Investigating optimal strategies for power storage facilities
Abstract
The variation in electricity generation is increasing significantly as the UK transitions to a renewable based energy grid, introducing logistical challenges in balancing the supply and demand of electricity. These challenges can be overcome through the use of power storage facilities, which ensure that electricity can be generated when possible and provided to the grid
when needed. Private investment in power storage facilities must be encouraged through studies of their profitability, for which suitable methodologies must be developed, with facilities
aiming to identify optimal strategies which maximise profits by considering the values of different actions and acting in a manner which adds the most value to the facility. The value of the
facility is dependent upon the excess demand - the difference between the demand and supply
- of electricity, with increasing excess demand leading to higher prices of electricity. Whilst
the value of charging and discharging are known for each facility and given by payoff functions, the value of waiting has historically required assuming the form of the stochastic process
assumed to underlie excess demand data and the estimation of parameter values from which
the value of waiting can be calculated. Instead, this thesis employs an empirical approach to
directly estimate the value of waiting from historical excess demand data. The methodology is
derived using traditional stochastic control techniques requiring the underlying process only to
be volatile in some manner and non-explosive, requiring no set form or even the existence of a
canonical form which means it is suitable for application on data-sets where the underlying dif fusion is unknown such as with excess demand.
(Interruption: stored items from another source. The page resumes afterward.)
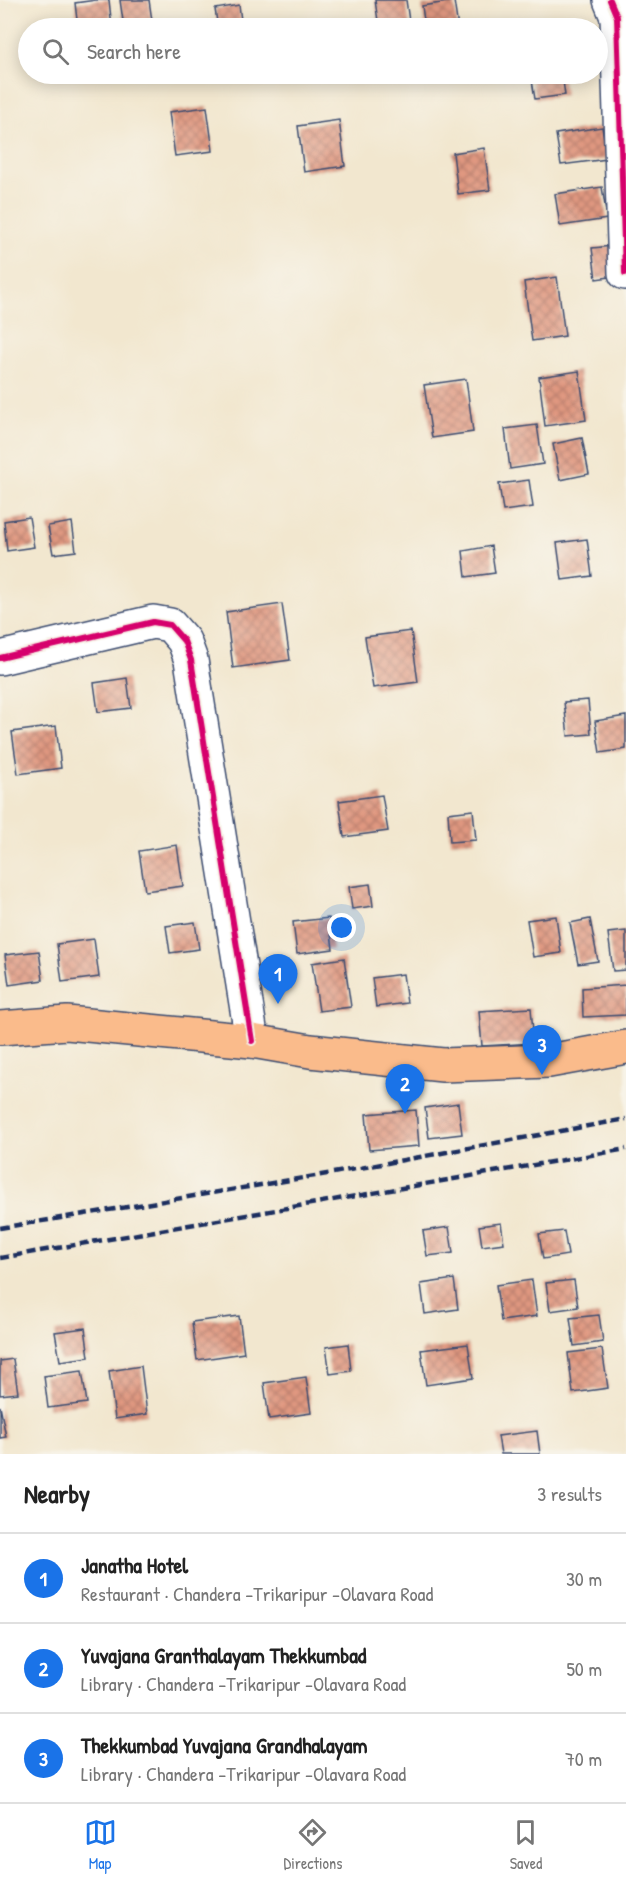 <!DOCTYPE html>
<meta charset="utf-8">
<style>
:root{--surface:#fff;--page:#f6f6f6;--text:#222;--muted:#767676;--line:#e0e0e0;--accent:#1a73e8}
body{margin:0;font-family:"Patrick Hand",sans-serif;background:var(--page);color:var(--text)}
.you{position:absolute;left:342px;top:928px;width:21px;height:21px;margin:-15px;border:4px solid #fff;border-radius:50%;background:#1a73e8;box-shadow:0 0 0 9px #1a73e833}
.badge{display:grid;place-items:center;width:39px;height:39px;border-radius:50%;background:var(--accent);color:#fff;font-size:20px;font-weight:700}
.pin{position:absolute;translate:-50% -50px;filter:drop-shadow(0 2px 3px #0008)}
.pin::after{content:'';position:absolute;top:32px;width:21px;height:18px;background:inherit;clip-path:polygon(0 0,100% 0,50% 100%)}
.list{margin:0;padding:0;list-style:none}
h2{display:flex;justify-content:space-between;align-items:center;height:78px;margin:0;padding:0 24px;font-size:26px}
h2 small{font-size:20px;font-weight:400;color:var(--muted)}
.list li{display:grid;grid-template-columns:39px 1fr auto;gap:18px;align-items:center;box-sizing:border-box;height:90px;padding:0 24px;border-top:2px solid var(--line)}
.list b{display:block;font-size:22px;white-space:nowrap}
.list p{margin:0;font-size:20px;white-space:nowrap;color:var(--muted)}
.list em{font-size:20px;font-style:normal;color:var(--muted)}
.icon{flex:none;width:33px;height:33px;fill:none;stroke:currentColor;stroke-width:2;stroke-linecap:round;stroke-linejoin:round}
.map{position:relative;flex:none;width:626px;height:1454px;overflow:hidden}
.search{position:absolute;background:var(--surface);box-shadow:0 3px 15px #0003;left:18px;right:18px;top:18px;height:66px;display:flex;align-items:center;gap:15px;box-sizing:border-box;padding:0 21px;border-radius:33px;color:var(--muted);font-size:22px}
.sheet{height:348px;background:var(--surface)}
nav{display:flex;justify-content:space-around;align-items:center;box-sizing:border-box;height:84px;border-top:2px solid var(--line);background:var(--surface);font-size:16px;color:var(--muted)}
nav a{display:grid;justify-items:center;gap:3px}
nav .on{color:var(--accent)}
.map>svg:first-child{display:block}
</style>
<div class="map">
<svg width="626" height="1454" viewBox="0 0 626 1454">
<defs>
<pattern id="building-cross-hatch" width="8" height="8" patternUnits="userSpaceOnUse" patternTransform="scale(1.5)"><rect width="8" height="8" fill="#e09880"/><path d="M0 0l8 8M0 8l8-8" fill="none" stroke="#b57c6c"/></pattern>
</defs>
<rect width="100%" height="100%" fill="#f7f3e8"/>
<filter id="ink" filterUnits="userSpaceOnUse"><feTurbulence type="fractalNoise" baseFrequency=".0167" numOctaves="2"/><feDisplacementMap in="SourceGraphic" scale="12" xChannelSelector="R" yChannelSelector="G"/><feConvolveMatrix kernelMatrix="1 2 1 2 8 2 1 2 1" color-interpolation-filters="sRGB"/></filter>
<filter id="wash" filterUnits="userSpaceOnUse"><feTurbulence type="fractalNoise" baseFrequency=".008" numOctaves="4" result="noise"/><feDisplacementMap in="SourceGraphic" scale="24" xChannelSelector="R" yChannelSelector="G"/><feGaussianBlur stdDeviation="1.35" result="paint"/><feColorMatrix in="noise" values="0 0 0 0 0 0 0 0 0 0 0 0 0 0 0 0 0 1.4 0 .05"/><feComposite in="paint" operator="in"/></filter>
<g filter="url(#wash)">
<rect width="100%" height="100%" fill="#f2e7cf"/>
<g id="blocks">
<path fill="url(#building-cross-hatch)" d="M 96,0 L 109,0 L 112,28 L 78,28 L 75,3 Z
M 120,0 L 149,0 L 153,28 L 124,28 Z
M 375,0 L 406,0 L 410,28 L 379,28 Z
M 454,1 L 458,28 L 425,28 L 422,6 Z
M 239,5 L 242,28 L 218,28 L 215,9 Z
M 545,21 L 546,28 L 532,28 L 531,23 Z
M 531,74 L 562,74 L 565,95 L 535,99 Z
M 207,107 L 213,151 L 175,156 L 169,112 Z
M 339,120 L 345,166 L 304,172 L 298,126 Z
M 602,127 L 607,159 L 561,165 L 556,134 Z
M 484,148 L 490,190 L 458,194 L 453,153 Z
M 602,187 L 607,219 L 560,226 L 555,194 Z
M 613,246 L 617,276 L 596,279 L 592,248 Z
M 557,277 L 565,336 L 532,341 L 524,282 Z
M 579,371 L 586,420 L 545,426 L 539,377 Z
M 466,379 L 473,432 L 432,438 L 424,385 Z
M 537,425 L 543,464 L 510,469 L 505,429 Z
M 582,438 L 589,474 L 560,480 L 553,444 Z
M 529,480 L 533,507 L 503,511 L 499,484 Z
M 29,517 L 34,547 L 7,551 L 4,521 Z
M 72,522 L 76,551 L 53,554 L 48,526 Z
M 587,539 L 592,576 L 562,580 L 557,543 Z
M 491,546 L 495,573 L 466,577 L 463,551 Z
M 282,604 L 290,660 L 233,668 L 226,612 Z
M 411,631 L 418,682 L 373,688 L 365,637 Z
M 127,678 L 131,708 L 98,712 L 94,683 Z
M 588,700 L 591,734 L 568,736 L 564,702 Z
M 626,716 L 626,749 L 600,753 L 595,721 Z
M 56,726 L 61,768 L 18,774 L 12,732 Z
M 382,795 L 388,831 L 344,837 L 339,801 Z
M 473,810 L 476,840 L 450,842 L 448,813 Z
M 177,845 L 183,886 L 145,891 L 139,851 Z
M 370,884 L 373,906 L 352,909 L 349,887 Z
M 556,916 L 561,953 L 533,957 L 527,920 Z
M 329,918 L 333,949 L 297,954 L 293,922 Z
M 590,919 L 598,961 L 578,964 L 570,923 Z
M 195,922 L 199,949 L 170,953 L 166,926 Z
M 626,931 L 626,970 L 613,971 L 608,933 Z
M 94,939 L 99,977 L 62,982 L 57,944 Z
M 39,951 L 43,980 L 9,985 L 5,955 Z
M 344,958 L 351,1007 L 319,1011 L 312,963 Z
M 403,974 L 407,1003 L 376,1007 L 372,978 Z
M 626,985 L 626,1015 L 583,1017 L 582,988 Z
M 531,1008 L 534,1043 L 482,1046 L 479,1011 Z
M 458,1103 L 462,1134 L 429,1138 L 425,1108 Z
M 416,1110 L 419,1146 L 369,1150 L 366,1114 Z
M 501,1223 L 504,1243 L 482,1246 L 479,1226 Z
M 449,1227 L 453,1253 L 427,1256 L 423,1231 Z
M 564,1231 L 568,1255 L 543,1259 L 539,1234 Z
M 454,1279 L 458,1309 L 425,1314 L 421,1284 Z
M 532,1280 L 537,1316 L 501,1321 L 496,1285 Z
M 574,1280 L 578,1307 L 550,1311 L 546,1283 Z
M 599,1315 L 603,1342 L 574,1346 L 570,1318 Z
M 239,1316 L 244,1353 L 197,1360 L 192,1322 Z
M 85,1328 L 89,1357 L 60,1361 L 55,1332 Z
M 348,1344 L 351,1371 L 330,1374 L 326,1347 Z
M 468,1344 L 473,1378 L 426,1385 L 421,1350 Z
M 602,1349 L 608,1388 L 573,1393 L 568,1353 Z
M 13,1359 L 18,1393 L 0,1395 L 0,1361 Z
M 141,1366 L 147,1414 L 115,1419 L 109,1371 Z
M 82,1371 L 87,1403 L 48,1408 L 44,1376 Z
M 306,1377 L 311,1413 L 269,1419 L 264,1383 Z
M 0,1406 L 6,1437 L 0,1438 Z
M 537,1431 L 540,1454 L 501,1454 L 498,1436 Z"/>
</g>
</g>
<g filter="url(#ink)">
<use href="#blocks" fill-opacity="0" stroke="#3b4b6f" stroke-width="1.5"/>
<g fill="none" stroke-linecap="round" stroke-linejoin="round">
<defs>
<path id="minor" d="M 610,0 L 617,17 L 625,273
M 0,658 L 153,622 L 170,625 L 184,641 L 191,660 L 252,1041"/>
<path id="major" d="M 0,1028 L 67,1023 L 252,1041 L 310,1051 L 443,1065 L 549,1061 L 626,1047"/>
</defs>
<use href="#minor" stroke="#3b4b6f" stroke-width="36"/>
<use href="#major" stroke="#3b4b6f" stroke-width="36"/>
<use href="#minor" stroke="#fff" stroke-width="33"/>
<use href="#major" stroke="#fabb8b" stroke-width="33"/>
<path stroke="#1b2f5e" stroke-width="4.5" stroke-dasharray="9 4.5" stroke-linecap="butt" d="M 0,1228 L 333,1173 L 626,1119
M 0,1258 L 626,1149"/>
<defs>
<path id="cycleway" d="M 610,0 L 617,17 L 625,273
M 0,658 L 153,622 L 170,625 L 184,641 L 191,660 L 252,1041"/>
</defs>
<use href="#cycleway" stroke="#f7f3e8" stroke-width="10"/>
<use href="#cycleway" stroke="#d6006c" stroke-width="6"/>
</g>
</g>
</svg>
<div class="you"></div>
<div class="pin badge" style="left:278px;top:1004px">1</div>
<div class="pin badge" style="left:405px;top:1114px">2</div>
<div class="pin badge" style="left:542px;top:1075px">3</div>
<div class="search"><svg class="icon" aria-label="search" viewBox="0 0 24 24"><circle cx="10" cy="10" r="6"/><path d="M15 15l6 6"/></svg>Search here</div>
</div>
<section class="sheet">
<h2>Nearby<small>3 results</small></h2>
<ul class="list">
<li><span class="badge">1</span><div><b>Janatha Hotel</b><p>Restaurant · Chandera -Trikaripur -Olavara Road</p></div><em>30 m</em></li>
<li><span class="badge">2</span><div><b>Yuvajana Granthalayam Thekkumbad</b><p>Library · Chandera -Trikaripur -Olavara Road</p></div><em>50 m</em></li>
<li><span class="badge">3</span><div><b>Thekkumbad Yuvajana Grandhalayam</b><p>Library · Chandera -Trikaripur -Olavara Road</p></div><em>70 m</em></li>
</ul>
</section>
<nav>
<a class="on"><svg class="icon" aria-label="map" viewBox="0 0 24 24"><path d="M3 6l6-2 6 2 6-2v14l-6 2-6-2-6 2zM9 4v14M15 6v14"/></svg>Map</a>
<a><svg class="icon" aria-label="directions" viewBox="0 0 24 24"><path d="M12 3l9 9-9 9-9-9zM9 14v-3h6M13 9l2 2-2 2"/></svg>Directions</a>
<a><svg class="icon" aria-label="saved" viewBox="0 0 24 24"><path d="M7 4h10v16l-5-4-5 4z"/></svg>Saved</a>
</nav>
With an eye on the continued development of
power storage technologies a development of standard ‘bang-bang’ models which only consider
complete actions is introduced that allows for the consideration of partial actions, allowing for
more accurate modelling of developing power storage technologies with quick reaction times
to changes in excess demand levels. Furthermore, variations in facility efficiency and electricity pricing - and the resulting effects on the optimal control strategy - with respect to different
factors are considered through their affects on the payoff functions, alongside the potential interaction between factors to provide a methodology to define a complete optimal control strategy.